(Given data begins)
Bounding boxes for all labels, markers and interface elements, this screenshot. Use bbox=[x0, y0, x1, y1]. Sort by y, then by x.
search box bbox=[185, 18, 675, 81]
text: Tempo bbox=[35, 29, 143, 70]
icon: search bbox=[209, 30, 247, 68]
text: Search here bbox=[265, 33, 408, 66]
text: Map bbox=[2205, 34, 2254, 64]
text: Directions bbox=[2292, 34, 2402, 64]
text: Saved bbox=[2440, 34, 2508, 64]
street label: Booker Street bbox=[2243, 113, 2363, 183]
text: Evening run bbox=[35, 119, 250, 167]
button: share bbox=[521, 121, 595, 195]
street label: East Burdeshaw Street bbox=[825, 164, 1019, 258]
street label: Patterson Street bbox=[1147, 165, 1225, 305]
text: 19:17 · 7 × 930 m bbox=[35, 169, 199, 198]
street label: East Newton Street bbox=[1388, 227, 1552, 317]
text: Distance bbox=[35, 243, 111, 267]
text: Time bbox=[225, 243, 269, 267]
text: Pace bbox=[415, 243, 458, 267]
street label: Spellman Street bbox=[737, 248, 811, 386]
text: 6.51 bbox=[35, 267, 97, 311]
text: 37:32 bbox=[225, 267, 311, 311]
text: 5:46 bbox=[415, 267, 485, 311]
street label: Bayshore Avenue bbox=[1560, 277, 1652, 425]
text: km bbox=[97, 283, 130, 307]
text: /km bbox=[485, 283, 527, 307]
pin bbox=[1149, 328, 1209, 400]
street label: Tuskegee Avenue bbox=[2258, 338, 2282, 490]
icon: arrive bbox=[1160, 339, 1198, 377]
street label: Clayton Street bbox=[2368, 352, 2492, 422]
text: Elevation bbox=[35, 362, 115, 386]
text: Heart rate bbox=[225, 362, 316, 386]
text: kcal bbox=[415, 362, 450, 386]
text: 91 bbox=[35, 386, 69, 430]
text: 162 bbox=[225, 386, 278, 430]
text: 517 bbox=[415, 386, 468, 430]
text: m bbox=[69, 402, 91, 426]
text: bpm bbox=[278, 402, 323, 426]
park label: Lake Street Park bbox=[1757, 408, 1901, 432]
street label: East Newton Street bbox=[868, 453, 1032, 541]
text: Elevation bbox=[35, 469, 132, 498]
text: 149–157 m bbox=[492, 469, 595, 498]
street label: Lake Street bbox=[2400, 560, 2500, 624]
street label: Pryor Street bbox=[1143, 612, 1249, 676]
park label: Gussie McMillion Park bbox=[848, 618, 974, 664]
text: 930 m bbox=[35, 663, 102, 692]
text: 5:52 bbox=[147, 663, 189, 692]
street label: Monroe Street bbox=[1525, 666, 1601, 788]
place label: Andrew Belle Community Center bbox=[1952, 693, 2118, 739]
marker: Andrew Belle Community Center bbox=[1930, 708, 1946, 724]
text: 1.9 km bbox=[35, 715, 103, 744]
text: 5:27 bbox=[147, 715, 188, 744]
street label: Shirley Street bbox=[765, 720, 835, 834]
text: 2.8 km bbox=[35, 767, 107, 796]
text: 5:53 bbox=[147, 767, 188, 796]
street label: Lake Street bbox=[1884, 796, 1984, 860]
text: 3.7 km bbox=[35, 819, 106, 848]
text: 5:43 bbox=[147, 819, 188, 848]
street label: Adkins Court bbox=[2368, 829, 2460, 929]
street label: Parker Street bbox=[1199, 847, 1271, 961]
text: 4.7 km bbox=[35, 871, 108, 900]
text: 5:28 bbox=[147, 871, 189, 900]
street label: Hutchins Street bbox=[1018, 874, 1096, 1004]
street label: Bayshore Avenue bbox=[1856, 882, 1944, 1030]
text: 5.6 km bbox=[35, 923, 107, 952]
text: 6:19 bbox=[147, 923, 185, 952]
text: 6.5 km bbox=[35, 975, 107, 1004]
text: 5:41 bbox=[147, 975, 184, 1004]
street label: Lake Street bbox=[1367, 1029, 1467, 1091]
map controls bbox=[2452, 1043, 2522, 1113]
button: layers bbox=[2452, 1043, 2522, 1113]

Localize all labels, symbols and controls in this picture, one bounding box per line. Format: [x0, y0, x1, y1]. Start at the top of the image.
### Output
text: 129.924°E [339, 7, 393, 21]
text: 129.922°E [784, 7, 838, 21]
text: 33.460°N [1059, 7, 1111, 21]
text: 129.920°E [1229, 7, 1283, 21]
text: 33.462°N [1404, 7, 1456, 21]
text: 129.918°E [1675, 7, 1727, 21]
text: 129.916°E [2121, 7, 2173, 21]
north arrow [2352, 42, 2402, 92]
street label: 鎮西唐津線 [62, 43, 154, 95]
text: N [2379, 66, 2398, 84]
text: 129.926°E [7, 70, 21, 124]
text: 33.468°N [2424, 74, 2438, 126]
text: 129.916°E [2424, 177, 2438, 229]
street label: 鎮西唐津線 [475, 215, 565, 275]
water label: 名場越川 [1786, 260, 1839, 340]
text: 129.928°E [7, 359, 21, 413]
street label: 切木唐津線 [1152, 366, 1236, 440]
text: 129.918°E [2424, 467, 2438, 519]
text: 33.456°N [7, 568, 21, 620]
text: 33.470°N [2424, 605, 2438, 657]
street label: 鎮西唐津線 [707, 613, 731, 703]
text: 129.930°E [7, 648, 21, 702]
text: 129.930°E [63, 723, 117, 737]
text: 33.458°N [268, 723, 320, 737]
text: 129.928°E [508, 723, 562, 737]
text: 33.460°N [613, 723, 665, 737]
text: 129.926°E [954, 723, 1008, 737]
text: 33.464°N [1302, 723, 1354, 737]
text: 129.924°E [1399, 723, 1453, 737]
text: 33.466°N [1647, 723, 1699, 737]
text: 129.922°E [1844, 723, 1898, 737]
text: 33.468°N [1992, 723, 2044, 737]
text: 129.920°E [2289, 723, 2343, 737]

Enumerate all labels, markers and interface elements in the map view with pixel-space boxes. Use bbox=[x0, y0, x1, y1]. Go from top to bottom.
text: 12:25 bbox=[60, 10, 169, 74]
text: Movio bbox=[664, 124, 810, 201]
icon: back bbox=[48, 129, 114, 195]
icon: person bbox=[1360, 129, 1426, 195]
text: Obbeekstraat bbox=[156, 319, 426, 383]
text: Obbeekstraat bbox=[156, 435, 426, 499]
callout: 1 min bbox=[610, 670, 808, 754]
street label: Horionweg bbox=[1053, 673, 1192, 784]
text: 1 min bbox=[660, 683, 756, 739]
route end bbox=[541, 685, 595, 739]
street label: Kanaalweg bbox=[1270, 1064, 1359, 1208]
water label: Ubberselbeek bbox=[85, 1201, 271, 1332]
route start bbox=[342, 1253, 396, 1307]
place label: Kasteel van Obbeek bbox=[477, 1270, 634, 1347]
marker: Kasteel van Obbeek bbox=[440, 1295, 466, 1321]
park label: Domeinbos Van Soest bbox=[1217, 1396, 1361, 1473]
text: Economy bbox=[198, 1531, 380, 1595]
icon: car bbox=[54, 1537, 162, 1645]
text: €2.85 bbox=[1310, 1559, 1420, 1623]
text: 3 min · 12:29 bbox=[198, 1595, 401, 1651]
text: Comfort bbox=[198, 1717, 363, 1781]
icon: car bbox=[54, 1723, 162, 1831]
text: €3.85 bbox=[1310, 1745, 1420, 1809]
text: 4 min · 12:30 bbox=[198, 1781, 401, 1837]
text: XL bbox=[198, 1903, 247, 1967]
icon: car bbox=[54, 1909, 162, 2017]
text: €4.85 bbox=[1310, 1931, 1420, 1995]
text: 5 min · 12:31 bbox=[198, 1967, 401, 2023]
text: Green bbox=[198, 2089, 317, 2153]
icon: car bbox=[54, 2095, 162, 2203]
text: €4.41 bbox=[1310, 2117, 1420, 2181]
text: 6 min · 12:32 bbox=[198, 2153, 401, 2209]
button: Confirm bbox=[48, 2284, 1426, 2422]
(Given data ends)
» Exercise requirements:
Please copy only the lines from the one with "Enumerate all labels, markers" through the final line of the records above, both ends included.

» The completed task:
Enumerate all labels, markers and interface elements in the map view with pixel-space boxes. Use bbox=[x0, y0, x1, y1]. Go from top to bottom.
text: 12:25 bbox=[60, 10, 169, 74]
text: Movio bbox=[664, 124, 810, 201]
icon: back bbox=[48, 129, 114, 195]
icon: person bbox=[1360, 129, 1426, 195]
text: Obbeekstraat bbox=[156, 319, 426, 383]
text: Obbeekstraat bbox=[156, 435, 426, 499]
callout: 1 min bbox=[610, 670, 808, 754]
street label: Horionweg bbox=[1053, 673, 1192, 784]
text: 1 min bbox=[660, 683, 756, 739]
route end bbox=[541, 685, 595, 739]
street label: Kanaalweg bbox=[1270, 1064, 1359, 1208]
water label: Ubberselbeek bbox=[85, 1201, 271, 1332]
route start bbox=[342, 1253, 396, 1307]
place label: Kasteel van Obbeek bbox=[477, 1270, 634, 1347]
marker: Kasteel van Obbeek bbox=[440, 1295, 466, 1321]
park label: Domeinbos Van Soest bbox=[1217, 1396, 1361, 1473]
text: Economy bbox=[198, 1531, 380, 1595]
icon: car bbox=[54, 1537, 162, 1645]
text: €2.85 bbox=[1310, 1559, 1420, 1623]
text: 3 min · 12:29 bbox=[198, 1595, 401, 1651]
text: Comfort bbox=[198, 1717, 363, 1781]
icon: car bbox=[54, 1723, 162, 1831]
text: €3.85 bbox=[1310, 1745, 1420, 1809]
text: 4 min · 12:30 bbox=[198, 1781, 401, 1837]
text: XL bbox=[198, 1903, 247, 1967]
icon: car bbox=[54, 1909, 162, 2017]
text: €4.85 bbox=[1310, 1931, 1420, 1995]
text: 5 min · 12:31 bbox=[198, 1967, 401, 2023]
text: Green bbox=[198, 2089, 317, 2153]
icon: car bbox=[54, 2095, 162, 2203]
text: €4.41 bbox=[1310, 2117, 1420, 2181]
text: 6 min · 12:32 bbox=[198, 2153, 401, 2209]
button: Confirm bbox=[48, 2284, 1426, 2422]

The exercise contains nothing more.